In the latter part of 1944 I went into St. Thomas' Hospital Westminster to have my tonsils out. While I was having the operation a doodlebug dropped very close by! They needed the beds because of the severity of the raid and I was bundled out as soon as possible. But I can still see the hoses, the people in bandages etc. I think I must have forgotten some of the things I saw at that time. But perhaps that's a good thing!
Our Doctor - Luther Soutter by name, as I recall - had decided I needed that operation and told us he'd made the necessary arrangements.

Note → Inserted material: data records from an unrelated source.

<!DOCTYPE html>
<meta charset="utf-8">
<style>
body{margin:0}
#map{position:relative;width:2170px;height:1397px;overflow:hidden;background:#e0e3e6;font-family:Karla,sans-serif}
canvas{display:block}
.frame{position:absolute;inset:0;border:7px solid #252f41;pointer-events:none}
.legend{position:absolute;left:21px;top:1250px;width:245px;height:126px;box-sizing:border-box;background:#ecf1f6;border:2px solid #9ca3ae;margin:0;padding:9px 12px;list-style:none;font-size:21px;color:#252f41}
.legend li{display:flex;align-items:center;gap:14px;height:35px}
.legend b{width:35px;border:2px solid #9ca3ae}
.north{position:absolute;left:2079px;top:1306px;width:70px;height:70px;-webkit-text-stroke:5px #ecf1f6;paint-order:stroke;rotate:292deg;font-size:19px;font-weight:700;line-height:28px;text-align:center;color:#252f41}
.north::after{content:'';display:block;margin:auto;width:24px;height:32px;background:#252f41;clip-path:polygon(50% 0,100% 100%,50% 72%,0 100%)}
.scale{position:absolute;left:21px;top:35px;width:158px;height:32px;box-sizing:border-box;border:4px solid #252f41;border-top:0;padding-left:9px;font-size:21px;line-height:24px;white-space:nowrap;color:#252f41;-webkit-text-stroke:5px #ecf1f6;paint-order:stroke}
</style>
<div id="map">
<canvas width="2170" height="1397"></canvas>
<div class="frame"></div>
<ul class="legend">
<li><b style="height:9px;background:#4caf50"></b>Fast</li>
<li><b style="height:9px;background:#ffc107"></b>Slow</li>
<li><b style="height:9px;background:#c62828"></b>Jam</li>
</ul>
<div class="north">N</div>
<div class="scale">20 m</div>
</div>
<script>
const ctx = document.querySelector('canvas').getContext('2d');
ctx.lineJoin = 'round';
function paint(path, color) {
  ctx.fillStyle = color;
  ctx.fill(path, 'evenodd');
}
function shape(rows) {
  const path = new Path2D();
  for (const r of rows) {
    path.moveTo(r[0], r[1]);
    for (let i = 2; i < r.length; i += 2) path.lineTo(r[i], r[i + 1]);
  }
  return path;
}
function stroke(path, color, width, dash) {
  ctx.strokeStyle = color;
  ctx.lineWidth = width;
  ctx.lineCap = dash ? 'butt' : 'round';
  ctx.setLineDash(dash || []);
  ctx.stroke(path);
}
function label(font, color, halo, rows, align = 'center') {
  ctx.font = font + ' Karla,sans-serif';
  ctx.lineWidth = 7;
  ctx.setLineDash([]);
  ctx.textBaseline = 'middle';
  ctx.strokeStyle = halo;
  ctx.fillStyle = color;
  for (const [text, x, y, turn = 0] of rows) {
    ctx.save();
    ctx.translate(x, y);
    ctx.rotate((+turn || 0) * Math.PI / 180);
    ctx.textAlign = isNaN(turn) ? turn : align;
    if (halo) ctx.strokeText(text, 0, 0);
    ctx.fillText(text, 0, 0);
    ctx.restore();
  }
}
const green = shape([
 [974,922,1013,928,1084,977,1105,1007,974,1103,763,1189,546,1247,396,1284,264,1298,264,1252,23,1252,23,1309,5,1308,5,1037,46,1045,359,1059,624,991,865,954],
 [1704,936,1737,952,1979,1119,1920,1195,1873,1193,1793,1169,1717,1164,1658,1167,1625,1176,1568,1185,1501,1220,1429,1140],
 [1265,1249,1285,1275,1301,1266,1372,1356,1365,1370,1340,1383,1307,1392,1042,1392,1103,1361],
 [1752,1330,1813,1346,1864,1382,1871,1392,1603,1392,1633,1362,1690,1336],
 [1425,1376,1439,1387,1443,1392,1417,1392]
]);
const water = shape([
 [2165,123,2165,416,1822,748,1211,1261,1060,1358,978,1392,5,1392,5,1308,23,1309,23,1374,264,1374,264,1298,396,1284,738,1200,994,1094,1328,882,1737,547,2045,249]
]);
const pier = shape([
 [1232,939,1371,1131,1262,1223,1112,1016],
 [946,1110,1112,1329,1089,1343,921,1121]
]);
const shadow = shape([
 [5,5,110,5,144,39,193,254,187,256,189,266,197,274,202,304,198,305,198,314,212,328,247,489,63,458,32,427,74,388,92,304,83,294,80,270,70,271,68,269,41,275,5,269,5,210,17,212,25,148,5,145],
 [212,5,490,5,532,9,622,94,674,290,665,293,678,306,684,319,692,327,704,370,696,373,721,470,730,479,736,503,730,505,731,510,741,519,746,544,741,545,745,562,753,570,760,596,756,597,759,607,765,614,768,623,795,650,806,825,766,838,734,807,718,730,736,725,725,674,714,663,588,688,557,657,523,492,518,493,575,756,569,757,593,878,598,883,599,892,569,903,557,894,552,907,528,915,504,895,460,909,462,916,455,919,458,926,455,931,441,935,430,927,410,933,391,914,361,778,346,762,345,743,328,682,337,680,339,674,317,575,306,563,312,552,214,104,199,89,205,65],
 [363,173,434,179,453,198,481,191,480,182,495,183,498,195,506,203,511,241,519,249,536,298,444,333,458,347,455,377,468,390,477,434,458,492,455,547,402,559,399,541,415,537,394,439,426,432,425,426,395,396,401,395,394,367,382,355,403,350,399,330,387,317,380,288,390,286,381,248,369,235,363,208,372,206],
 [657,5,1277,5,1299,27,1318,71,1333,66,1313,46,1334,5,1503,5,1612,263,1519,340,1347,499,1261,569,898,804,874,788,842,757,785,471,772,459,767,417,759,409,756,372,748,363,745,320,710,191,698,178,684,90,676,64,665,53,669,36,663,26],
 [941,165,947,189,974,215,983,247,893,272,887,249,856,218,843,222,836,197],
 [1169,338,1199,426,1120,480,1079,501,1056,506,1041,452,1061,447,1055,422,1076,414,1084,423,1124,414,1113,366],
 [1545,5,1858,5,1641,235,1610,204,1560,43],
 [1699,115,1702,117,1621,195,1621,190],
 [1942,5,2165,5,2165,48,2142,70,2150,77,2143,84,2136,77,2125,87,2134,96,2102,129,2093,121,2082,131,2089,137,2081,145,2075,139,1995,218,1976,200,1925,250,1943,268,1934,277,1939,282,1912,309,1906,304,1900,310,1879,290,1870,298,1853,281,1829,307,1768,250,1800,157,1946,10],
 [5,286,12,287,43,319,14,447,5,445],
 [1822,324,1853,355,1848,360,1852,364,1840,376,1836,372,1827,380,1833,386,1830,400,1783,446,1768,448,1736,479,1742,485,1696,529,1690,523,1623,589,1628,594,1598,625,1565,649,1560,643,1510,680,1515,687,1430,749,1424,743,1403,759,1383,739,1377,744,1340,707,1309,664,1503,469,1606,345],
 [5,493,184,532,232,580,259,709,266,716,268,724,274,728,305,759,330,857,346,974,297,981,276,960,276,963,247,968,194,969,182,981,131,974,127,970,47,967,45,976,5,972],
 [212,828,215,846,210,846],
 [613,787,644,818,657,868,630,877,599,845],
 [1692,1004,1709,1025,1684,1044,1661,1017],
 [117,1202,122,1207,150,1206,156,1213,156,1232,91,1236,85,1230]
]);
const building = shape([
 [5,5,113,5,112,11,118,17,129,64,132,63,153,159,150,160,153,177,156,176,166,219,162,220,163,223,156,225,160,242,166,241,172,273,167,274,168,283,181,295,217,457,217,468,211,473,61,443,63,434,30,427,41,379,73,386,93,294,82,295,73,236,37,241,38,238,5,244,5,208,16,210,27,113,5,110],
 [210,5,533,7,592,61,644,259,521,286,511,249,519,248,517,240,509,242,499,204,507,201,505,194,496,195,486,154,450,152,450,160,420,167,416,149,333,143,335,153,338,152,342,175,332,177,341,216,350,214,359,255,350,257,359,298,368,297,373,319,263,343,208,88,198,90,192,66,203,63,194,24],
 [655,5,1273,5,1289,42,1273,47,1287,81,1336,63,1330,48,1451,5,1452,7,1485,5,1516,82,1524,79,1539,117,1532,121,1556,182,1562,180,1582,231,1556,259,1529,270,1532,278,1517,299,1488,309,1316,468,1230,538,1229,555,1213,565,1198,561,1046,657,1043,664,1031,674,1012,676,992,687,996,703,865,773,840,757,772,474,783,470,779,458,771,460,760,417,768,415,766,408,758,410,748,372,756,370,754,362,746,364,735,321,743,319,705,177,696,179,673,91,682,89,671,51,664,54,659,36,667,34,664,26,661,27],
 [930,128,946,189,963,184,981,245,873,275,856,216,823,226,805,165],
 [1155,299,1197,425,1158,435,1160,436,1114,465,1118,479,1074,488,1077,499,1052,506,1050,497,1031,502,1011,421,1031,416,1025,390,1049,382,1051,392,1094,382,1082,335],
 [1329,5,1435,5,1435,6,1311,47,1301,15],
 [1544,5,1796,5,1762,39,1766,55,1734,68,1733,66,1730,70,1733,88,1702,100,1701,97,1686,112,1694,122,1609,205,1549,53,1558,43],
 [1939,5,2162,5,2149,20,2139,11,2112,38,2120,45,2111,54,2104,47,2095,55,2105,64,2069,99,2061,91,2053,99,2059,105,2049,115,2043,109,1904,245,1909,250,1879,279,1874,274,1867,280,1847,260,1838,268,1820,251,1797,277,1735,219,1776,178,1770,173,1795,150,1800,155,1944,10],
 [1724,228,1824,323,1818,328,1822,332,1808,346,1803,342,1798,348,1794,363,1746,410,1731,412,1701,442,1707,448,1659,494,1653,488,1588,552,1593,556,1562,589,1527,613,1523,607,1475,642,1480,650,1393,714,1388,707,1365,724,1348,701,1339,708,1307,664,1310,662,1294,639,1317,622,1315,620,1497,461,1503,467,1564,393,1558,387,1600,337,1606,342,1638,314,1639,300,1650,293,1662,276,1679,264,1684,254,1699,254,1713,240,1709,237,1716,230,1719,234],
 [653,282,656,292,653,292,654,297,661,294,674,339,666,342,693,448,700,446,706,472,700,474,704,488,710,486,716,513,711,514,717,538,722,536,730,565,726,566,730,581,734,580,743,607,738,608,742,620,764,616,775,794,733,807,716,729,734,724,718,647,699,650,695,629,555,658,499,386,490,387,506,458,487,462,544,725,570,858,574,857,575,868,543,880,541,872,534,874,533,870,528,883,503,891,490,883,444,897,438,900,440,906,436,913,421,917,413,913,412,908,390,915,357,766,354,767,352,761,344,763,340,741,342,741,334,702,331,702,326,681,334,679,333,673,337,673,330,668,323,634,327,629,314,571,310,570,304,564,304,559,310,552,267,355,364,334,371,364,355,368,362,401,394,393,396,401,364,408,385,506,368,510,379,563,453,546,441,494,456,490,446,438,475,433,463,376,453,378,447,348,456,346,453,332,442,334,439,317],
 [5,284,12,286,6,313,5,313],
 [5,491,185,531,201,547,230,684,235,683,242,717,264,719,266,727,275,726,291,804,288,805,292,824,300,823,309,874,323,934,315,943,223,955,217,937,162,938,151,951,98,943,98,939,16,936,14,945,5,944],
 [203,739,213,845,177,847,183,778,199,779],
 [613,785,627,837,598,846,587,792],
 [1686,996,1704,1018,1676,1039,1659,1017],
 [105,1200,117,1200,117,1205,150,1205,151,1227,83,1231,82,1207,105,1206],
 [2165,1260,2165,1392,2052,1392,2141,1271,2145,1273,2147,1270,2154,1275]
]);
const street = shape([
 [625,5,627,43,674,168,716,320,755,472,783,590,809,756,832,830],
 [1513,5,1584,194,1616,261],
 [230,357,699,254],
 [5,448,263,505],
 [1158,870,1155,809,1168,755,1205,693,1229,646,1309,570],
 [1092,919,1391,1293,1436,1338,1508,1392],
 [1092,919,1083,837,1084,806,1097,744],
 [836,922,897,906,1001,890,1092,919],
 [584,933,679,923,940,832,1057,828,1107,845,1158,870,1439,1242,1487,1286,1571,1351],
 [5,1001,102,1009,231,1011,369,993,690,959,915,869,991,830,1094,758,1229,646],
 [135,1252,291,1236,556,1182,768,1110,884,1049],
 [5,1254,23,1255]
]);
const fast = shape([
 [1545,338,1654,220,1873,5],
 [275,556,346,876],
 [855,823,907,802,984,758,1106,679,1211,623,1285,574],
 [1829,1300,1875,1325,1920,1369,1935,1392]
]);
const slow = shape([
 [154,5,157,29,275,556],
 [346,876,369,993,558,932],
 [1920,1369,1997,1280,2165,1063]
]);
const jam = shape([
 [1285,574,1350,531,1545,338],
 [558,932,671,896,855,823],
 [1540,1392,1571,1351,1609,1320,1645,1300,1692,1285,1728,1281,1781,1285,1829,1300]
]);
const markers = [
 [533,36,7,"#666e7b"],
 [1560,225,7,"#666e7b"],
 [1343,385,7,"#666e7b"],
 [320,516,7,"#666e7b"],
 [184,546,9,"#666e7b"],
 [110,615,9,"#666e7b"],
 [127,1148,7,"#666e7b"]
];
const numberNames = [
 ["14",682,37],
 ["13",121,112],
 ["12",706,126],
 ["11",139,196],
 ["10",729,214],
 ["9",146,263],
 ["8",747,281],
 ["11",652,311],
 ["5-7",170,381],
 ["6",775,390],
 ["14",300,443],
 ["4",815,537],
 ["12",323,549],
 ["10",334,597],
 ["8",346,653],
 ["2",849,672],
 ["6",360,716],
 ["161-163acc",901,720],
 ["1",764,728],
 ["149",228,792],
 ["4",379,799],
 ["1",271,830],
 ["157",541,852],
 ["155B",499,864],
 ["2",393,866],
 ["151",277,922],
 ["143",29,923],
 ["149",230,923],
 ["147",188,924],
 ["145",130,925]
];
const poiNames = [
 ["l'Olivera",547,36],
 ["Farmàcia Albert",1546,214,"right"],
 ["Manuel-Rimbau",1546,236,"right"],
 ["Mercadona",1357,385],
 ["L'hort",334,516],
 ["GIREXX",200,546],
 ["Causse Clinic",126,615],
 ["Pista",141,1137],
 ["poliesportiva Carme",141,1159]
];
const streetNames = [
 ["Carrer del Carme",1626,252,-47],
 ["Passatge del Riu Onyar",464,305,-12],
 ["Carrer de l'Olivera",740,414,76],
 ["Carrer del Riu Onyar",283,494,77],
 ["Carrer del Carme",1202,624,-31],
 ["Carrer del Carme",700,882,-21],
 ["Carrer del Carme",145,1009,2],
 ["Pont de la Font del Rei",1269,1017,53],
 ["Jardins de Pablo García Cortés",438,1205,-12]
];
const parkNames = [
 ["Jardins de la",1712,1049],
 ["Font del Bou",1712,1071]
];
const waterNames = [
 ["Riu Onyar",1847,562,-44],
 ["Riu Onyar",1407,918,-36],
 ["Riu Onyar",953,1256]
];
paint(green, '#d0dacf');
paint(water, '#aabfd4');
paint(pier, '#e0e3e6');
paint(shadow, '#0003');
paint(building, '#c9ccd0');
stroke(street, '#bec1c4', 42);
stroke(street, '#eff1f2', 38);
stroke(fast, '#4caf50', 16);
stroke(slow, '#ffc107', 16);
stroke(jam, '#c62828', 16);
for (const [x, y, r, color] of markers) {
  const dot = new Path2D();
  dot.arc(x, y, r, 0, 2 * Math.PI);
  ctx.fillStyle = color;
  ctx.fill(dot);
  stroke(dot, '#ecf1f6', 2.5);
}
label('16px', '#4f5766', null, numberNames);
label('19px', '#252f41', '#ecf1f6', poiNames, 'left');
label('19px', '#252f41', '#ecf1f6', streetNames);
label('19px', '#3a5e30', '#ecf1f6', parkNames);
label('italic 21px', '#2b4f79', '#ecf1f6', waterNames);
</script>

On his way home to Muswell Hill the air raid warning sounded and he got home in time to get into the indoor shelter with his wife. Minutes later the house got a direct hit, and they were both killed. I often wonder what might have happened if he hadn't rushed home that day!
The evening that peace in Europe was declared, I remember thinking as clouds raced across the moon that things were going to be a lot different now! For one thing, nobody was going to get killed tonight - well not in Europe anyway!